_Working data_
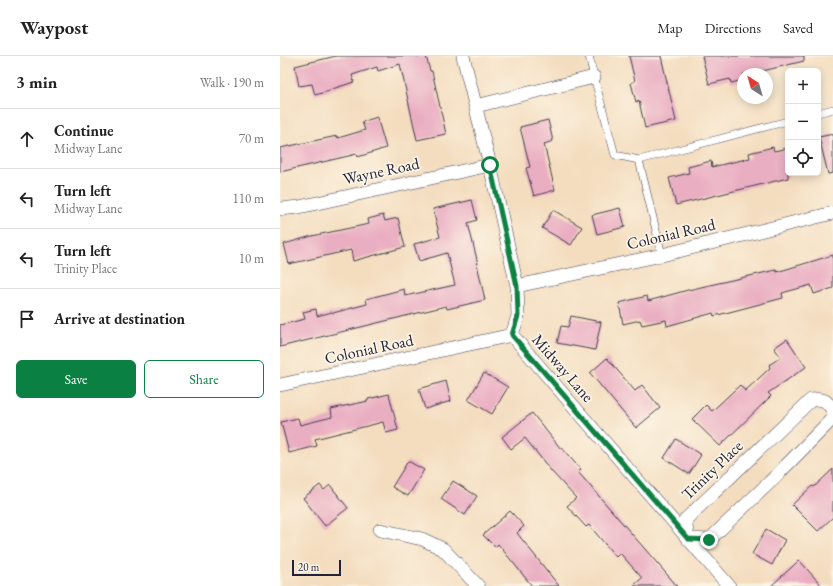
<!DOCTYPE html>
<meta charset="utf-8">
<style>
body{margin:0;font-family:"EB Garamond",serif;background:#f6f6f6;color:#222}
.controls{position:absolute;right:12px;top:12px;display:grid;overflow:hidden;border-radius:6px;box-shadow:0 2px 10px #0003}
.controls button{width:36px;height:36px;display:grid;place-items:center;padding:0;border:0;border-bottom:1px solid #e0e0e0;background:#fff;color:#222;font:20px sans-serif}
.compass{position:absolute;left:457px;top:12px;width:36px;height:36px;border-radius:50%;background:#fff;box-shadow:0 2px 10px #0003;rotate:323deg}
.scale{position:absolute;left:12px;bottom:10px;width:49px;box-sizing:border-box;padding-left:4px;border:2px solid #22223b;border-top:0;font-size:11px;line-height:14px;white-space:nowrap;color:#22223b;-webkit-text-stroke:3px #fcf5e5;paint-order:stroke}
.stop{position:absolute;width:12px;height:12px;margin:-9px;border:3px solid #0b8043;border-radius:50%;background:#fff}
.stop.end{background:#0b8043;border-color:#fff;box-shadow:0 1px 4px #0008}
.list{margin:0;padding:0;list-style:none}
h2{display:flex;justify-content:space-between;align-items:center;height:52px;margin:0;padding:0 16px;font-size:17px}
h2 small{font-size:13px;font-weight:400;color:#767676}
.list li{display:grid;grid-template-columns:26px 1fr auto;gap:12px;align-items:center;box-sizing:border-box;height:60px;padding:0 16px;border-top:1px solid #e0e0e0}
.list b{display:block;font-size:15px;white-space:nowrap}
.list p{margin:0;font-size:13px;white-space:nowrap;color:#767676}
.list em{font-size:13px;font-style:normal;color:#767676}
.actions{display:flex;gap:8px;padding:12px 16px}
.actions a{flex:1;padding:9px 0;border:1px solid #0b8043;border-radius:6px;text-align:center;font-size:14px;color:#0b8043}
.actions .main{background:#0b8043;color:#fff}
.icon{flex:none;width:22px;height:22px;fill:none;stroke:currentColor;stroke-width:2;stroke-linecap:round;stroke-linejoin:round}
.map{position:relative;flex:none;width:553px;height:530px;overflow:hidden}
header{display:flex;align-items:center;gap:24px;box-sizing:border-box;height:56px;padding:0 20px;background:#fff;border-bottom:1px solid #e0e0e0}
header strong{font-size:19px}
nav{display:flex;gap:22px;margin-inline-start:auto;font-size:14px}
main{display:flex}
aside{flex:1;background:#fff}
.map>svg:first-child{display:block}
</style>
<header>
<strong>Waypost</strong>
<nav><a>Map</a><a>Directions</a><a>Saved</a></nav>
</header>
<main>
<aside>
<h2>3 min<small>Walk · 190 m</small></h2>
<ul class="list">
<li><svg class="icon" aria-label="ahead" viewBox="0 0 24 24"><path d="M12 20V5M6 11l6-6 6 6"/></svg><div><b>Continue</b><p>Midway Lane</p></div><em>70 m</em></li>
<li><svg class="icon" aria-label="left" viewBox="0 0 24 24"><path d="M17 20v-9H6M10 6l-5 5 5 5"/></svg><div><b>Turn left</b><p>Midway Lane</p></div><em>110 m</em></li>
<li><svg class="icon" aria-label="left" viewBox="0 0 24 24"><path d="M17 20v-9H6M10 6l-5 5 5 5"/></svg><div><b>Turn left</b><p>Trinity Place</p></div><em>10 m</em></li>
<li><svg class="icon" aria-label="arrive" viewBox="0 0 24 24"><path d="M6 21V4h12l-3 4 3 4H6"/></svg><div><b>Arrive at destination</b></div></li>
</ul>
<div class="actions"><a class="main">Save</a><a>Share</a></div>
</aside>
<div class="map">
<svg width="553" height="530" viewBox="0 0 553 530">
<rect width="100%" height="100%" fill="#fcf5e5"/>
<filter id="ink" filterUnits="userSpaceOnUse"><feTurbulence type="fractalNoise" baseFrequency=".025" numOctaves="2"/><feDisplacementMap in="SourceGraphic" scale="8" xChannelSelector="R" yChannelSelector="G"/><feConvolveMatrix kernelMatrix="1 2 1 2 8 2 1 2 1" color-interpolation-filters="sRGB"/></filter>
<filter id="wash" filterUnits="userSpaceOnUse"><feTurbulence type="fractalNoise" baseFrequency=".012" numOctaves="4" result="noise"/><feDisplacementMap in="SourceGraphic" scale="16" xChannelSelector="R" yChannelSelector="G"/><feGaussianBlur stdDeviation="0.9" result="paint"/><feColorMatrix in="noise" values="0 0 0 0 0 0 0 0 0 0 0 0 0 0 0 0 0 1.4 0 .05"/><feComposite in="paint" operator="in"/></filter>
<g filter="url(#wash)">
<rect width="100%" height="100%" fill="#f4ddbf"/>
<g id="blocks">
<path fill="#eaaec2" d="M56 0H146L150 15H152L166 78 137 84 120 8 98 15 97 11 72 19 74 26 49 34V35L35 39 32 28 19 30 15 10Z
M349 0H381L396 65 365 72 359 45 356 46 351 27 355 25Z
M422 0H524V5L470 18H463V24L451 27 450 23 429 28Z
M97 61 106 92 78 101 77 98 0 116V92L57 80 58 82 85 74 82 66Z
M268 64 273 85 264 88 275 134 254 140 246 112 250 111 240 71Z
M553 78V117L548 118 539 81Z
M493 91 494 95 508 92V122L396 149 389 122 409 117 408 111 431 105 432 111 470 102 469 97Z
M192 144 197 164 188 167 198 208H197L205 244 167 253 166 250 0 291V269L25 263 23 256 36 253 37 260 52 256 53 257 87 248 86 243 124 233 125 240 175 229 167 197 139 205 134 188 160 181 153 153Z
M340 152 345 171 317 178 312 159Z
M273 154 302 171 291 189 262 172Z
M103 159 105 165 118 162 125 191 73 205 71 194 9 208 4 188 32 180 89 168 88 163Z
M553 199V232L534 238 531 229 502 237 503 242 434 260 433 257 387 270 386 264 362 269 360 264 343 268 339 247 367 240 368 245 408 234 496 214 497 216Z
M291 260 321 266 315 294 277 287 281 270 288 271Z
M507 283 526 311 488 337 491 340 440 390 412 363 426 349 432 355 460 329 465 335 490 312 489 309 501 301 494 292Z
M327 302 355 335 362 329 380 352 356 372 310 317Z
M204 317 228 331 212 358 188 344Z
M166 325 171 345 145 353 139 333Z
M109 338 118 374 106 377 103 366 35 383 37 390 9 397 1 366 18 362 20 369 52 361 51 353 88 345V343Z
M252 357 281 393 282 392 301 414 298 416 397 530H353L362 522 340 497 336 501 309 469 306 471 287 450 296 442 272 416 245 382 231 393 222 381Z
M396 383 421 399 409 418 384 402Z
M128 405 144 414 128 440 112 431Z
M553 413V461L538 475 512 449 532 430 534 431Z
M173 425 197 440 185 459 161 443Z
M40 429 44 434 50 429 68 452 45 470 23 442Z
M230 455 244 470 237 477 279 530H252L218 488 215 491 203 479Z
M486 473 505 484 492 509 472 498Z
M519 504 542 530H491L512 511Z"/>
</g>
</g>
<g filter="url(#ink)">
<use href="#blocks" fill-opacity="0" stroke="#423e4f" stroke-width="1"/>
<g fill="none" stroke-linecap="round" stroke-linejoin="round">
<defs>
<path id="service" d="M309 0 314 21 335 99 359 104 382 199
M538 57 553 53
M359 104 508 65"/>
<path id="minor" d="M183 0 210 109 237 230 238 260 232 279
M196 50 314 21
M0 153 19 151 210 109
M237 230 382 199 553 157
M232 279 449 530
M0 329 232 279
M553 355C547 344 543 342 531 344L405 464 408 483 429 484 490 426 553 362
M100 474 142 483 163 493 198 530"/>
</defs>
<use href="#service" stroke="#423e4f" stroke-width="8"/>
<use href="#minor" stroke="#423e4f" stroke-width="14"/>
<use href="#service" stroke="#fff" stroke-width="7"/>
<use href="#minor" stroke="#fff" stroke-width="13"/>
</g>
</g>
<g fill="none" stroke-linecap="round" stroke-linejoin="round" filter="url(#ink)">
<path stroke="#0b8043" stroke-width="5" d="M210 109 237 230 238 260 232 279 408 483 429 484"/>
</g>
<g text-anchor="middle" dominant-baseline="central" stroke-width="3.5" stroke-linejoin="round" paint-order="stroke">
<g font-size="16" fill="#22223b" stroke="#fcf5e5">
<text transform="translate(101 115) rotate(-12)">Wayne Road</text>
<text transform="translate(391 178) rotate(-13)">Colonial Road</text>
<text transform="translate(89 293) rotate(-12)">Colonial Road</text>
<text transform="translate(283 312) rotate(49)">Midway Lane</text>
<text transform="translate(432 414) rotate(-44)">Trinity Place</text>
</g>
</g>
</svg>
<div class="controls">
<button>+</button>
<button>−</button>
<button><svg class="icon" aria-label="locate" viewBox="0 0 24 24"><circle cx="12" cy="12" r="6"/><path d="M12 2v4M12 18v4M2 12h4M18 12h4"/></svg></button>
</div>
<svg class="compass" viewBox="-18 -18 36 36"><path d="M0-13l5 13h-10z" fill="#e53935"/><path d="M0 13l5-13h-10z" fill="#767676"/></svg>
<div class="scale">20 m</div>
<div class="stop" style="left:210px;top:109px"></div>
<div class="stop end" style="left:429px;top:484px"></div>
</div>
</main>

_Exercise directions_
Your reply is to repeat, unchanged, the lines above running from the one with "M519 504 542" up to and including the one with "M237 230 382 199 553 157".

_Result of the task_
M519 504 542 530H491L512 511Z"/>
</g>
</g>
<g filter="url(#ink)">
<use href="#blocks" fill-opacity="0" stroke="#423e4f" stroke-width="1"/>
<g fill="none" stroke-linecap="round" stroke-linejoin="round">
<defs>
<path id="service" d="M309 0 314 21 335 99 359 104 382 199
M538 57 553 53
M359 104 508 65"/>
<path id="minor" d="M183 0 210 109 237 230 238 260 232 279
M196 50 314 21
M0 153 19 151 210 109
M237 230 382 199 553 157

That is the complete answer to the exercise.